● REQUIREMENT
Please set down the line that contains "Input: one rendered map. Describe" and every line below it through the last, exactly as written, with no other lines.

● EXERCISE MATERIALS
::::::::::

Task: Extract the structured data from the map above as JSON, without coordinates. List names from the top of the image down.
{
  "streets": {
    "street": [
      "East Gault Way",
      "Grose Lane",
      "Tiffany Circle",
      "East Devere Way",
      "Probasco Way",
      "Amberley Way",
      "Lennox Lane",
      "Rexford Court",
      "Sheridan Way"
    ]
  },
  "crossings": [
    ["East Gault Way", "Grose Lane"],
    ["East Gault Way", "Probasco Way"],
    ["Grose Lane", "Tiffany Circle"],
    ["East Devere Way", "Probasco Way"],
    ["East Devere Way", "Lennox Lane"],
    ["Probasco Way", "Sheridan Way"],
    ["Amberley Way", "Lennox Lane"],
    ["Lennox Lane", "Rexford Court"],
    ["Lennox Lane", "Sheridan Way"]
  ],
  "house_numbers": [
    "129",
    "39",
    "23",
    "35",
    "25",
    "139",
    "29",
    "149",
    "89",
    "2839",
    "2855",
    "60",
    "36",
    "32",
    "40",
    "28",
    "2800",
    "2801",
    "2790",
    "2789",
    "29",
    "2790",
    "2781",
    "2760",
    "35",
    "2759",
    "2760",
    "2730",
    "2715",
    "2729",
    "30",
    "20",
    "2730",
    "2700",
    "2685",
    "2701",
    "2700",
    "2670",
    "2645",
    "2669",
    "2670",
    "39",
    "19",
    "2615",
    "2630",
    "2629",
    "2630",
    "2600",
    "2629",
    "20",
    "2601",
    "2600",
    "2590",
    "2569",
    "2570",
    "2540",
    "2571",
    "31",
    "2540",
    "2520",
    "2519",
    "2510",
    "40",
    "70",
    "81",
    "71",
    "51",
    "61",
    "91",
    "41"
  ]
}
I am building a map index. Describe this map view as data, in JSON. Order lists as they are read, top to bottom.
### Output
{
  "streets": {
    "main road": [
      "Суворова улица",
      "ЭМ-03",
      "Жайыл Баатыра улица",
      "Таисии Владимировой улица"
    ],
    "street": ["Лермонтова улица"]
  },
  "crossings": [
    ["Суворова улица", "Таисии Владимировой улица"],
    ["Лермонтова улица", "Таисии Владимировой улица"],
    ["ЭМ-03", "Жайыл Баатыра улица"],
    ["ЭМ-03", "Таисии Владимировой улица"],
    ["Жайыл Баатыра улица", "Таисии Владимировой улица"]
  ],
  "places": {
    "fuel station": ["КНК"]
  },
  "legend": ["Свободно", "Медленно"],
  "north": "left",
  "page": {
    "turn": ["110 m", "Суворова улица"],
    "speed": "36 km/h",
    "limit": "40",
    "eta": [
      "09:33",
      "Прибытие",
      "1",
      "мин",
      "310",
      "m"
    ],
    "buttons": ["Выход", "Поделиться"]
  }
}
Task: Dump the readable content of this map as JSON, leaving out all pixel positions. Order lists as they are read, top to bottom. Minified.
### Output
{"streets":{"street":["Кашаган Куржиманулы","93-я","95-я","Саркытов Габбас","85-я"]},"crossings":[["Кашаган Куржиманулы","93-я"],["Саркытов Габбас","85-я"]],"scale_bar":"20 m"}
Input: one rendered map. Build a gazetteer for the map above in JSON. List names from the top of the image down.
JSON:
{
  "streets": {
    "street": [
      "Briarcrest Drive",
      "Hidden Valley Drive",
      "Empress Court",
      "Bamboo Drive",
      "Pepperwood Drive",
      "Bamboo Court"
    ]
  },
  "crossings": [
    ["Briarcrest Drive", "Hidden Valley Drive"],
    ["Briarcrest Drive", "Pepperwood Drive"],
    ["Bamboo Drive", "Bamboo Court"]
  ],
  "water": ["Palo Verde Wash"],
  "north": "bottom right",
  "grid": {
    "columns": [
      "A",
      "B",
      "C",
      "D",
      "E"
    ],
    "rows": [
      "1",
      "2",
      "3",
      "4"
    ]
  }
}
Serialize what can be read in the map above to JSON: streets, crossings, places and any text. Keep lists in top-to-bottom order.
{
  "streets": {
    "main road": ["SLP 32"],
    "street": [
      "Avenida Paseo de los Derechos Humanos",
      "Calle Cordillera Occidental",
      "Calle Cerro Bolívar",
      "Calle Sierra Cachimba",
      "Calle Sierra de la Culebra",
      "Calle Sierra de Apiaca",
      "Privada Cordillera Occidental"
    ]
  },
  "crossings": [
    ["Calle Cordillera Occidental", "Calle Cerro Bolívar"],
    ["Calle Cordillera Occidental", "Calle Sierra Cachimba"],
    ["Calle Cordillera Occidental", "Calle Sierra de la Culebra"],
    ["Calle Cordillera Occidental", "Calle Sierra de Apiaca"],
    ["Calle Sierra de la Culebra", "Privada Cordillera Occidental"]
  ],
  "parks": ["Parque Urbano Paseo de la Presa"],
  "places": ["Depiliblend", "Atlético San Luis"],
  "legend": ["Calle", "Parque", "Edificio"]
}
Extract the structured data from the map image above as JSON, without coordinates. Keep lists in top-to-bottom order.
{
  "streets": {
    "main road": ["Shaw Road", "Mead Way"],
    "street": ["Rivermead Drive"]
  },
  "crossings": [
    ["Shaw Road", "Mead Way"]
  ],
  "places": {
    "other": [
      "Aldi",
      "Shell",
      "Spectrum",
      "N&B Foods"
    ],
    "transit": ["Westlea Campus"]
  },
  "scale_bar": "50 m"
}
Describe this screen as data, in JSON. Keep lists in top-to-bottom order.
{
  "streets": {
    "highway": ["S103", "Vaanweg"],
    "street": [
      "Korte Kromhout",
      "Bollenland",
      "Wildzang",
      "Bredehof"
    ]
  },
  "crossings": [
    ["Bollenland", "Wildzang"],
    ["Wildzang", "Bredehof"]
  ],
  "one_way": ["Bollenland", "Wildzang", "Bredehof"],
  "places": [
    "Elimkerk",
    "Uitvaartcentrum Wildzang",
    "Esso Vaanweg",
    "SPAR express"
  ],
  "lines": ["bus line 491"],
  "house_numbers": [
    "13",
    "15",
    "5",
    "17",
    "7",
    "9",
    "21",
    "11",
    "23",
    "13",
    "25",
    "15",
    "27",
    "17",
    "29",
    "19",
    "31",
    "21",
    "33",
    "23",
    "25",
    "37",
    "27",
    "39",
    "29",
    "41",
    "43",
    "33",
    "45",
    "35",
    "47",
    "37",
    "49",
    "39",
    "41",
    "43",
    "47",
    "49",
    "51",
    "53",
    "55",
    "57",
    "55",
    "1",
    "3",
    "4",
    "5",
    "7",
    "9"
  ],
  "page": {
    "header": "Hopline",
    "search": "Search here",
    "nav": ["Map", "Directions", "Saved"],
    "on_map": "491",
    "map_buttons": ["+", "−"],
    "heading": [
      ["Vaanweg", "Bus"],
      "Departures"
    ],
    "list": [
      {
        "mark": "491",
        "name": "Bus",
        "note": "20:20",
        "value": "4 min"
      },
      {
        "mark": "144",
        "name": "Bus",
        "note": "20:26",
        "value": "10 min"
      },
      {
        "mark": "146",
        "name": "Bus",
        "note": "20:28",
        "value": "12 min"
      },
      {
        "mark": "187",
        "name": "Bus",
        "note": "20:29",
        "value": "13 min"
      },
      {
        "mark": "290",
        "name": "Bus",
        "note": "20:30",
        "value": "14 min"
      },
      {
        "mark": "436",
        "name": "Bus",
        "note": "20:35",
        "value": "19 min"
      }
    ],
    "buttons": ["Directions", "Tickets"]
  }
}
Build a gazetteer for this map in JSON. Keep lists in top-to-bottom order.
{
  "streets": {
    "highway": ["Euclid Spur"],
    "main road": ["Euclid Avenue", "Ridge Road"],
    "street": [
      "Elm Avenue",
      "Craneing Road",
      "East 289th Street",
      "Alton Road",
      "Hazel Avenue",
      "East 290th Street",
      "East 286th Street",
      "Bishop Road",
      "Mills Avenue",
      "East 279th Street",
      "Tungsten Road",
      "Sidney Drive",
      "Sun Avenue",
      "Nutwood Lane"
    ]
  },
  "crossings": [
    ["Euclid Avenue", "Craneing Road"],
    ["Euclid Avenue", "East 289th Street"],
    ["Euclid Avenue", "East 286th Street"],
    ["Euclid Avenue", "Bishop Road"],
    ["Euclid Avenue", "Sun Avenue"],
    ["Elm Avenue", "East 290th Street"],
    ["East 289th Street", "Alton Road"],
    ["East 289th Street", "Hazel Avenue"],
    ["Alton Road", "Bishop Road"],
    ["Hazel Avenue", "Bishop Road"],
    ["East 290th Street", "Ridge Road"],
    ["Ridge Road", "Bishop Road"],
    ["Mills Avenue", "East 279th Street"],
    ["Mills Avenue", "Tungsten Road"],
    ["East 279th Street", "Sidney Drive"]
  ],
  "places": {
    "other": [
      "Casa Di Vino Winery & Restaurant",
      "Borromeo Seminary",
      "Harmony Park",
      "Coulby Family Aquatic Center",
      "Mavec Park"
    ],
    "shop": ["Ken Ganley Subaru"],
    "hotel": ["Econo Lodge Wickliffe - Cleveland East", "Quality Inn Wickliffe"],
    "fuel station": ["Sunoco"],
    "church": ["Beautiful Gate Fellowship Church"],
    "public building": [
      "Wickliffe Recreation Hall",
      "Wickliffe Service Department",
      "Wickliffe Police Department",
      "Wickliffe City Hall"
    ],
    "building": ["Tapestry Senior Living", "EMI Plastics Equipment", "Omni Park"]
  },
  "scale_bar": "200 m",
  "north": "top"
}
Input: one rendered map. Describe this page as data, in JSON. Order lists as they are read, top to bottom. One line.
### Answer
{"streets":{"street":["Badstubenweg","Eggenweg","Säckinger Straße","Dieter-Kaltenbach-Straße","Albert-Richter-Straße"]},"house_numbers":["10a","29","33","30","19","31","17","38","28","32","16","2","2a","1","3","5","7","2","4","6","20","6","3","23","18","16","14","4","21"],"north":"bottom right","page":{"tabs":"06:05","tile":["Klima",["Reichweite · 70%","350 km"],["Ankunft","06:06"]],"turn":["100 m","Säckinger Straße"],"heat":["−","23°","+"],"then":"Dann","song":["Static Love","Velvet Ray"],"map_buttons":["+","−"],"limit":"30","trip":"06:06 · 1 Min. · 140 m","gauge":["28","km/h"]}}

::::::::::

● REPLY
Input: one rendered map. Describe this page as data, in JSON. Order lists as they are read, top to bottom. One line.
### Answer
{"streets":{"street":["Badstubenweg","Eggenweg","Säckinger Straße","Dieter-Kaltenbach-Straße","Albert-Richter-Straße"]},"house_numbers":["10a","29","33","30","19","31","17","38","28","32","16","2","2a","1","3","5","7","2","4","6","20","6","3","23","18","16","14","4","21"],"north":"bottom right","page":{"tabs":"06:05","tile":["Klima",["Reichweite · 70%","350 km"],["Ankunft","06:06"]],"turn":["100 m","Säckinger Straße"],"heat":["−","23°","+"],"then":"Dann","song":["Static Love","Velvet Ray"],"map_buttons":["+","−"],"limit":"30","trip":"06:06 · 1 Min. · 140 m","gauge":["28","km/h"]}}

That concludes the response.